[Excerpts from a dataset]
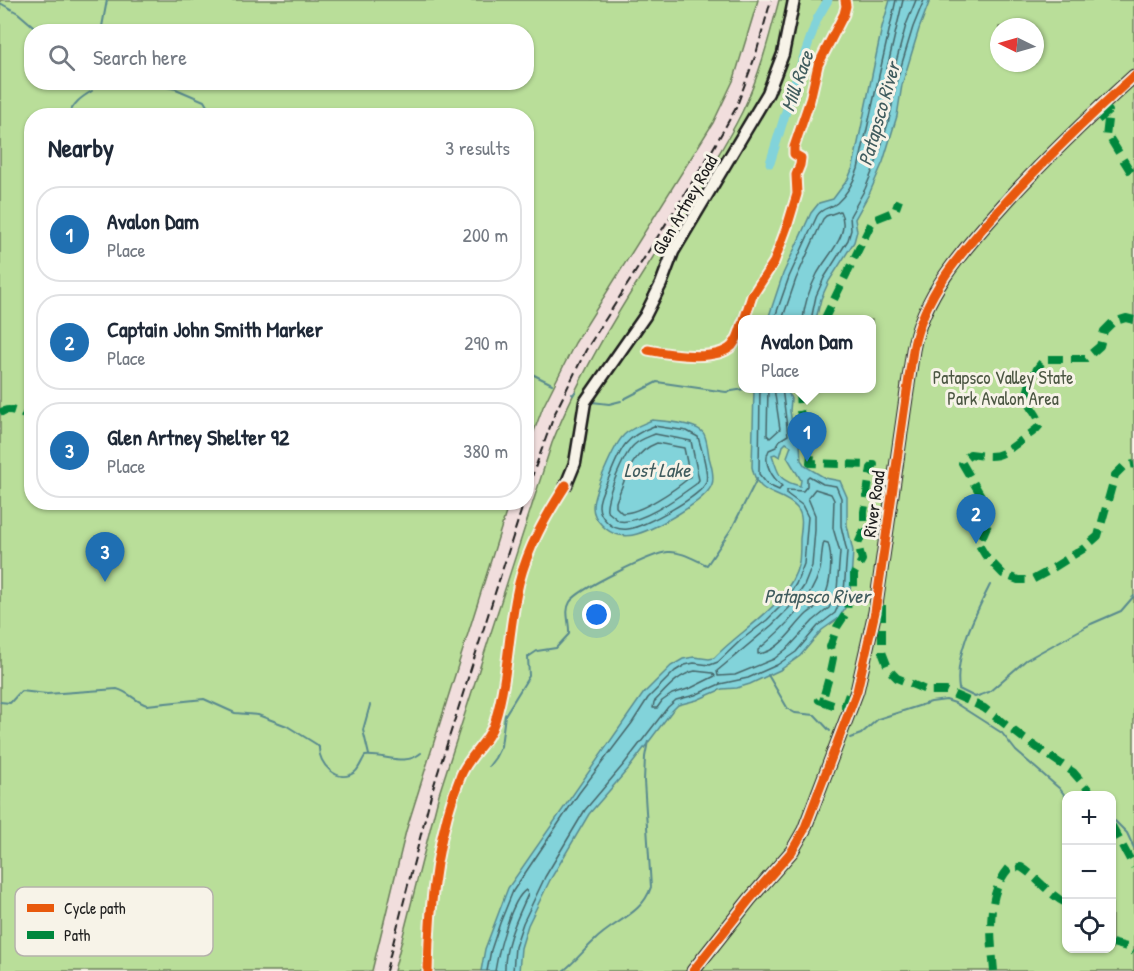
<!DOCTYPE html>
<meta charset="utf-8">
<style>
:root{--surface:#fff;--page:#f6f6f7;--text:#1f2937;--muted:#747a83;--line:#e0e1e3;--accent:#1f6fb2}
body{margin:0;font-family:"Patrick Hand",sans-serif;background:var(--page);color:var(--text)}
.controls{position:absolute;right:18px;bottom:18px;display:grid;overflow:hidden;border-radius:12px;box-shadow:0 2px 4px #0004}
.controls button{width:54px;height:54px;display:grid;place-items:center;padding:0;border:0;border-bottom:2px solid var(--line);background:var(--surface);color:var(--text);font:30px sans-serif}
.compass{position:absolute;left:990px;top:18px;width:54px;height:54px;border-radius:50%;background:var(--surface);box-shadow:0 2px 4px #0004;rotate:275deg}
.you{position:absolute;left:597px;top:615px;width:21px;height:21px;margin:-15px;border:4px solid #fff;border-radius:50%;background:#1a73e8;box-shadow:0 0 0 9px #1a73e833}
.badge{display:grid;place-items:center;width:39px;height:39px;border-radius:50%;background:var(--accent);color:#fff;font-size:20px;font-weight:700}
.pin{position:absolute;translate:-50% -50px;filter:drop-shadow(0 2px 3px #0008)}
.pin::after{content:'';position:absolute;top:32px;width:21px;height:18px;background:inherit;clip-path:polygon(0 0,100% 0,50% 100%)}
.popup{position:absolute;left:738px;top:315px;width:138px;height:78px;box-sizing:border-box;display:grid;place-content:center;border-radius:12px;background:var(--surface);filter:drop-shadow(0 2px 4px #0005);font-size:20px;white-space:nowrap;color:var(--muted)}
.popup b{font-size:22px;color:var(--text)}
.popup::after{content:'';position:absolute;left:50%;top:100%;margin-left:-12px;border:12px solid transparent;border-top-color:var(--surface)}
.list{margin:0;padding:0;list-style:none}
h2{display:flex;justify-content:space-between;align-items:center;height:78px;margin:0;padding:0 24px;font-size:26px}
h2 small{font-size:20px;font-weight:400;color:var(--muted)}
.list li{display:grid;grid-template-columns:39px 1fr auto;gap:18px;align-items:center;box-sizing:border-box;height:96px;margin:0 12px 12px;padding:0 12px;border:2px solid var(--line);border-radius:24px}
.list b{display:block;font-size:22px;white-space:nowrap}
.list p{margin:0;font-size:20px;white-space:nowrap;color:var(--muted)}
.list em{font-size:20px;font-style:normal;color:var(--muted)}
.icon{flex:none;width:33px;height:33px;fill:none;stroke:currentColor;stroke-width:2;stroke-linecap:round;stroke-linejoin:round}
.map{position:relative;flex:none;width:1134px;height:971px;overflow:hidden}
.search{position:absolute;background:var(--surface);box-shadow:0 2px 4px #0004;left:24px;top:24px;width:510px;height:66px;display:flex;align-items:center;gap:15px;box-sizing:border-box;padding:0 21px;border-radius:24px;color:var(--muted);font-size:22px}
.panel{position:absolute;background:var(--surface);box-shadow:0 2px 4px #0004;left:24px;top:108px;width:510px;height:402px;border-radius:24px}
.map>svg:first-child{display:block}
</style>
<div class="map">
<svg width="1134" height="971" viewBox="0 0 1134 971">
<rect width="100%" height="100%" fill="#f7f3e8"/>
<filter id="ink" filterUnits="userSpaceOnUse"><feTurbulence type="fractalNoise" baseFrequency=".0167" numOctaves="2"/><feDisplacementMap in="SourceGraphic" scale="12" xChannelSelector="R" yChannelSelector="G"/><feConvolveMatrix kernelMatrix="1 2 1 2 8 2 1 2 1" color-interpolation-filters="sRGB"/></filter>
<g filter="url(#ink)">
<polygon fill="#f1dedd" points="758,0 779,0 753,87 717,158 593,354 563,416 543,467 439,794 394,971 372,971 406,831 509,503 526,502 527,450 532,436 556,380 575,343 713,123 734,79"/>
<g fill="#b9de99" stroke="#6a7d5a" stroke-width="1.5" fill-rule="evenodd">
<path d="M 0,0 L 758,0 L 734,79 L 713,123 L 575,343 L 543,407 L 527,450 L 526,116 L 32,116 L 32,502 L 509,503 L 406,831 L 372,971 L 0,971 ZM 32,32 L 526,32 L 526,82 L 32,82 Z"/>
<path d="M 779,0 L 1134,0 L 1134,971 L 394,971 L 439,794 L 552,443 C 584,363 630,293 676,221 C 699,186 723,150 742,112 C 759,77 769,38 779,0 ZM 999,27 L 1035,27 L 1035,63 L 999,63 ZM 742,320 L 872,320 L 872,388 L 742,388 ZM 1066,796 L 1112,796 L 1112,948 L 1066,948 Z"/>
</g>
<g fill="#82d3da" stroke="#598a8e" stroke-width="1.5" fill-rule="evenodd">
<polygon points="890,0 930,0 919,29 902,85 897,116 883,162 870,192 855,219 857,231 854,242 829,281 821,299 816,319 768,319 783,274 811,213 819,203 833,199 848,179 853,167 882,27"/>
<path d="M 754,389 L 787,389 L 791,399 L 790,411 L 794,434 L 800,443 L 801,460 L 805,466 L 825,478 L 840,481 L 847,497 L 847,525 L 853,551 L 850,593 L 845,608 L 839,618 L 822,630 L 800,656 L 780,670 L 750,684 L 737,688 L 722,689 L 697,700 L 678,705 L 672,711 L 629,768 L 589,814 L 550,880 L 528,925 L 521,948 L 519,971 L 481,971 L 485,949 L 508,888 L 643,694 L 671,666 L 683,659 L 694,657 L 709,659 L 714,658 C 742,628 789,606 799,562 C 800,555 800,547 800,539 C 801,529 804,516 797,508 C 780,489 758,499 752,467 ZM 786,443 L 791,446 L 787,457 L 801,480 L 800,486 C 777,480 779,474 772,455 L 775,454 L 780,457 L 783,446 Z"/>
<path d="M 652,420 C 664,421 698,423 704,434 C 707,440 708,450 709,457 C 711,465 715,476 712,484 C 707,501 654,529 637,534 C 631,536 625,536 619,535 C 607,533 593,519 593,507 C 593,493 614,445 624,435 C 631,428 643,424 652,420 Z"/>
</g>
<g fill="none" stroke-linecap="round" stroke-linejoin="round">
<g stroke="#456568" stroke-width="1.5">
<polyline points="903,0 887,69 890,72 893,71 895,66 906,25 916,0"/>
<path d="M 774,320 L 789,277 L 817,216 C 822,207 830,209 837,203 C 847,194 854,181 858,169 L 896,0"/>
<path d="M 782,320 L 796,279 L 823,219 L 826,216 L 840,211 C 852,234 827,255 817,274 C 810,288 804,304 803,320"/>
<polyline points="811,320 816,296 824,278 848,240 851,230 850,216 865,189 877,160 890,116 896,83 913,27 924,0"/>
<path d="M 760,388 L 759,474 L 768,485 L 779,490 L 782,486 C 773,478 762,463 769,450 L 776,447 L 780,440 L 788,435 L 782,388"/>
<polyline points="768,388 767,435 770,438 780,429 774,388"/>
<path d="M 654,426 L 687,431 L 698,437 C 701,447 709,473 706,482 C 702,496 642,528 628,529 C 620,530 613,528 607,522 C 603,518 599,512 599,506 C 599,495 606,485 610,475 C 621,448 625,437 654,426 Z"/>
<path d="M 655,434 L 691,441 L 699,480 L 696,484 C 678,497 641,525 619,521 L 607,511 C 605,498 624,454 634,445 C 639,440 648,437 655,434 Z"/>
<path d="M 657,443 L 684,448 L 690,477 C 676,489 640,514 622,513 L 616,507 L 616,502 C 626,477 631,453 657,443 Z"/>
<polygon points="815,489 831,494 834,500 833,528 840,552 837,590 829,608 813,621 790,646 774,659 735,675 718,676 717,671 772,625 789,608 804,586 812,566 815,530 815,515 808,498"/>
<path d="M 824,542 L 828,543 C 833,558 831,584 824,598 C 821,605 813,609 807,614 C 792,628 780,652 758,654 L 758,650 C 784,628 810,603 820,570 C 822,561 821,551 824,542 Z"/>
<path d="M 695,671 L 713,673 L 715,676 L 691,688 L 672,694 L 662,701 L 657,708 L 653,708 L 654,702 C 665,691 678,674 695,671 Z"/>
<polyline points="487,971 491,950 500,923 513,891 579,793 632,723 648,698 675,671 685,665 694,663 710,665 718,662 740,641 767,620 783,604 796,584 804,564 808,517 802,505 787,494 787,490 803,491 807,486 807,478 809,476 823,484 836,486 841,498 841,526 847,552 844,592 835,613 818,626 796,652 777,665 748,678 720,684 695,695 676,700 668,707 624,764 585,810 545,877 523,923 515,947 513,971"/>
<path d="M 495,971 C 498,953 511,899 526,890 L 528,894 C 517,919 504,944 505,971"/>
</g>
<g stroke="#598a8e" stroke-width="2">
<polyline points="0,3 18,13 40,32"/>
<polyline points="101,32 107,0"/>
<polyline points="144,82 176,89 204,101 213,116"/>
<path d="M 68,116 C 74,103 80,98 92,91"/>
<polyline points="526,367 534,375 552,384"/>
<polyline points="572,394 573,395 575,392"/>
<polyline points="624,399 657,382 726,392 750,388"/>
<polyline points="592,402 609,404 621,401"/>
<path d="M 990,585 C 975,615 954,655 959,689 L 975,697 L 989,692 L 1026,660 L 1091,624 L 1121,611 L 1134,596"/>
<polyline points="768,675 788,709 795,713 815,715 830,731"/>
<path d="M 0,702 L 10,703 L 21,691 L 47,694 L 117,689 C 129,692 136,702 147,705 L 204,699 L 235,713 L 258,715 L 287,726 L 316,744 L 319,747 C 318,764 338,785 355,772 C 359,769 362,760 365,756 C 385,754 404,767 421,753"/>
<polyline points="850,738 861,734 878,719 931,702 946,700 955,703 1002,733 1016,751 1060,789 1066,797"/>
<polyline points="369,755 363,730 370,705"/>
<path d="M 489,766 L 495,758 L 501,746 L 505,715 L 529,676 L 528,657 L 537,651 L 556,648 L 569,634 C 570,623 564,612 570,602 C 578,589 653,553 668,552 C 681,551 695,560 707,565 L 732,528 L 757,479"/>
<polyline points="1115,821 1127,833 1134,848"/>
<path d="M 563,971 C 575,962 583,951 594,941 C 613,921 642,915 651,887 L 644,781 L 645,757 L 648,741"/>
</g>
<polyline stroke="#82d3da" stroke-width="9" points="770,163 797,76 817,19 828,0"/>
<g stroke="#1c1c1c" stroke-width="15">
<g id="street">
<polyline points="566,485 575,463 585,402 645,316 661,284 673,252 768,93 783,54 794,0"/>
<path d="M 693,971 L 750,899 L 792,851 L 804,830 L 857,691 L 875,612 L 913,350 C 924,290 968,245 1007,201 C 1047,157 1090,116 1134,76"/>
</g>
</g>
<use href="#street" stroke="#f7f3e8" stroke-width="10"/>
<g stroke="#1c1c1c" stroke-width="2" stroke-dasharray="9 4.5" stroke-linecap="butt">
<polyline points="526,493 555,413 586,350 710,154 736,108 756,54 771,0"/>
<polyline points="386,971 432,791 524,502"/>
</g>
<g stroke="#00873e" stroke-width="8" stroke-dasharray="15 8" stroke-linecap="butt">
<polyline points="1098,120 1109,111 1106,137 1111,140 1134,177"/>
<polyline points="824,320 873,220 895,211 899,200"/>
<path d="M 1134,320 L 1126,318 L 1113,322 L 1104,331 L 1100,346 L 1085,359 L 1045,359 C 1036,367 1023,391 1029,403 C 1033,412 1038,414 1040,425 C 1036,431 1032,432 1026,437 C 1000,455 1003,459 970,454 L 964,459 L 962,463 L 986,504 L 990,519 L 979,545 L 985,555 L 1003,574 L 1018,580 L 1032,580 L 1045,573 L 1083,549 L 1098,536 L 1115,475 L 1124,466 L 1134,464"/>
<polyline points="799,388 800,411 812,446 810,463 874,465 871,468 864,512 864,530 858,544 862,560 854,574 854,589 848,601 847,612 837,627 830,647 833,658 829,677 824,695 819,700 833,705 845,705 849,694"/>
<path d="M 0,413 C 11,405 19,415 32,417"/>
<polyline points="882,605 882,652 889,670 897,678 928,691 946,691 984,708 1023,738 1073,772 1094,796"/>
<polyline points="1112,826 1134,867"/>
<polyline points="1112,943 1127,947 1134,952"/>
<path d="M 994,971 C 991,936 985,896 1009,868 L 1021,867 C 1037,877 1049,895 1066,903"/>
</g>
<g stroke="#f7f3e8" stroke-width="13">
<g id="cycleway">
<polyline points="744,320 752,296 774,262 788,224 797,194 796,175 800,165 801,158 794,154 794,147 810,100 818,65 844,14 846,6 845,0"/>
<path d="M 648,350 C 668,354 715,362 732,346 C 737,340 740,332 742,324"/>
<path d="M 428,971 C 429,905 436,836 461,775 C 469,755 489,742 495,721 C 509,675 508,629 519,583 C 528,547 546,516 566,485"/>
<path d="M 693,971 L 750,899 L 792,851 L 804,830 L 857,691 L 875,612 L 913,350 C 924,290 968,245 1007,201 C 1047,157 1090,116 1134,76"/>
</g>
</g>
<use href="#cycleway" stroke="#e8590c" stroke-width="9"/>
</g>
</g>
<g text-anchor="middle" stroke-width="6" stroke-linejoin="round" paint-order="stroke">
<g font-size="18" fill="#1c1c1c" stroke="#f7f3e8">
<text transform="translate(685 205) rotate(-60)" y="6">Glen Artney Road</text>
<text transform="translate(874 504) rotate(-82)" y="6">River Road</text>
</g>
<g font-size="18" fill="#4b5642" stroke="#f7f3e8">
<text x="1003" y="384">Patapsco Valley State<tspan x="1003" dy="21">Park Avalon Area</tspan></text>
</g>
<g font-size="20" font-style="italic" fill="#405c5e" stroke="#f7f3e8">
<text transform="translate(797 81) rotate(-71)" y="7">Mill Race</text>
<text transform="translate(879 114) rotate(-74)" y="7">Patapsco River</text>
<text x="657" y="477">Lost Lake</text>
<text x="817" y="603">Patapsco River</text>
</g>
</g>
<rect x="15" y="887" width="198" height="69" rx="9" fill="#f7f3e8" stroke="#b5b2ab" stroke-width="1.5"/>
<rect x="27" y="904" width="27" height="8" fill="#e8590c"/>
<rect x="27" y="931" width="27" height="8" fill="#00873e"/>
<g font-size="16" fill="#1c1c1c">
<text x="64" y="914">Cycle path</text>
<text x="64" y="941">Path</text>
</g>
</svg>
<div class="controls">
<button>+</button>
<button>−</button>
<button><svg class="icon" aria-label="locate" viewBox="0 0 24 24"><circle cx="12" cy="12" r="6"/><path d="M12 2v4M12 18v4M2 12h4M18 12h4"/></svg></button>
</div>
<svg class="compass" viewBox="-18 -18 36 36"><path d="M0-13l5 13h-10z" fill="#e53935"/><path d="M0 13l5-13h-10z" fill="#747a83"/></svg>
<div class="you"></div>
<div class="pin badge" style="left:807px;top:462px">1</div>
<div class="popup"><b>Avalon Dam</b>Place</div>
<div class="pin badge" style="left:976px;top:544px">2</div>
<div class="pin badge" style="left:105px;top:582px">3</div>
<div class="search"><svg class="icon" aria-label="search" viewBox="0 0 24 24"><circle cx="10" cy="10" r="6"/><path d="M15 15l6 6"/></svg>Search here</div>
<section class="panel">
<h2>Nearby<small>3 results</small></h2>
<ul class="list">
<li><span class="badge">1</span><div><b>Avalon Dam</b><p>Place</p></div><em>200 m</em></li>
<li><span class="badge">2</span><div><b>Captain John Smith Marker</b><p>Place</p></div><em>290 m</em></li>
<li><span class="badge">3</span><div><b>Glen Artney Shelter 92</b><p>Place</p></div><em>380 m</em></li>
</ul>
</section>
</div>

TASK DIRECTIONS: Return only the lines running from the start of the entries above to the line that contains "-50px;filter:drop-shadow(0 2px 3px", inclusive, and omit every picture.

FINAL ANSWER:
<!DOCTYPE html>
<meta charset="utf-8">
<style>
:root{--surface:#fff;--page:#f6f6f7;--text:#1f2937;--muted:#747a83;--line:#e0e1e3;--accent:#1f6fb2}
body{margin:0;font-family:"Patrick Hand",sans-serif;background:var(--page);color:var(--text)}
.controls{position:absolute;right:18px;bottom:18px;display:grid;overflow:hidden;border-radius:12px;box-shadow:0 2px 4px #0004}
.controls button{width:54px;height:54px;display:grid;place-items:center;padding:0;border:0;border-bottom:2px solid var(--line);background:var(--surface);color:var(--text);font:30px sans-serif}
.compass{position:absolute;left:990px;top:18px;width:54px;height:54px;border-radius:50%;background:var(--surface);box-shadow:0 2px 4px #0004;rotate:275deg}
.you{position:absolute;left:597px;top:615px;width:21px;height:21px;margin:-15px;border:4px solid #fff;border-radius:50%;background:#1a73e8;box-shadow:0 0 0 9px #1a73e833}
.badge{display:grid;place-items:center;width:39px;height:39px;border-radius:50%;background:var(--accent);color:#fff;font-size:20px;font-weight:700}
.pin{position:absolute;translate:-50% -50px;filter:drop-shadow(0 2px 3px #0008)}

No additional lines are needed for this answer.